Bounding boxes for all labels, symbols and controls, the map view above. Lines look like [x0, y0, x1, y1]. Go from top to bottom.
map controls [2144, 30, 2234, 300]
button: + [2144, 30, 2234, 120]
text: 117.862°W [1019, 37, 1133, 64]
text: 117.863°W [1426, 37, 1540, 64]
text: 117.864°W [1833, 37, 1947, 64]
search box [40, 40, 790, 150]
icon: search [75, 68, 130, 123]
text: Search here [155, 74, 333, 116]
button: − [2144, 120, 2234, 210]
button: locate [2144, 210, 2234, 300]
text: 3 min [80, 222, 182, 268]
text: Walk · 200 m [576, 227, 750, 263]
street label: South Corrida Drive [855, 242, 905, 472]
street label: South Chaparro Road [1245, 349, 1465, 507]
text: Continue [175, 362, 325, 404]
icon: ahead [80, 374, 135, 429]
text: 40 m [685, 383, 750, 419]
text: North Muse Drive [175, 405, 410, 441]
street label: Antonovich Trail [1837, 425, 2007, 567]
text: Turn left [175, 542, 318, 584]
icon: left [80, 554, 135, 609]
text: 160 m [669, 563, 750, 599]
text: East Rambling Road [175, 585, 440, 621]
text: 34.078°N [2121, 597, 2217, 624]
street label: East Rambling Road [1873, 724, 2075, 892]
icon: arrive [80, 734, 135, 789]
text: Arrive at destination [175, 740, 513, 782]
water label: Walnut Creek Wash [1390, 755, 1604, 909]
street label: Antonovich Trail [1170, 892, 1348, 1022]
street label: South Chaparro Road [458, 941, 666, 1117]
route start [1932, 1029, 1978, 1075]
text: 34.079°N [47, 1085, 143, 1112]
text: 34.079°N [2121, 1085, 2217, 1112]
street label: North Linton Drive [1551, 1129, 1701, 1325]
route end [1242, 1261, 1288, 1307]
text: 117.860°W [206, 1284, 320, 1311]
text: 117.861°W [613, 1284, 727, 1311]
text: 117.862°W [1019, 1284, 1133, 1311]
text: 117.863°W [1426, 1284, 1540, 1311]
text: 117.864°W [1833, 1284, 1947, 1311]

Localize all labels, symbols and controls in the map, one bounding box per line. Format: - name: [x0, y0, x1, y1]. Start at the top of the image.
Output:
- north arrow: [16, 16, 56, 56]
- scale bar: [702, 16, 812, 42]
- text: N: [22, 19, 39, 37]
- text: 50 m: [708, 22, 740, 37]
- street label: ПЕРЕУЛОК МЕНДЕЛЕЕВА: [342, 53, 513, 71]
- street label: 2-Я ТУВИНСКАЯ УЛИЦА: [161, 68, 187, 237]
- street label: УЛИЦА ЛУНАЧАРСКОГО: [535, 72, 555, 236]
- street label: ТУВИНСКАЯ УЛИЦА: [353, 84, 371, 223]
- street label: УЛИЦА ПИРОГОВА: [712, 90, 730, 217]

++++++++

AIM OF THE TASK >>
Where a line of the records has the string "button", return that line.

OUTPUT FOR THIS TASK >>
button: + [2144, 30, 2234, 120]
button: − [2144, 120, 2234, 210]
button: locate [2144, 210, 2234, 300]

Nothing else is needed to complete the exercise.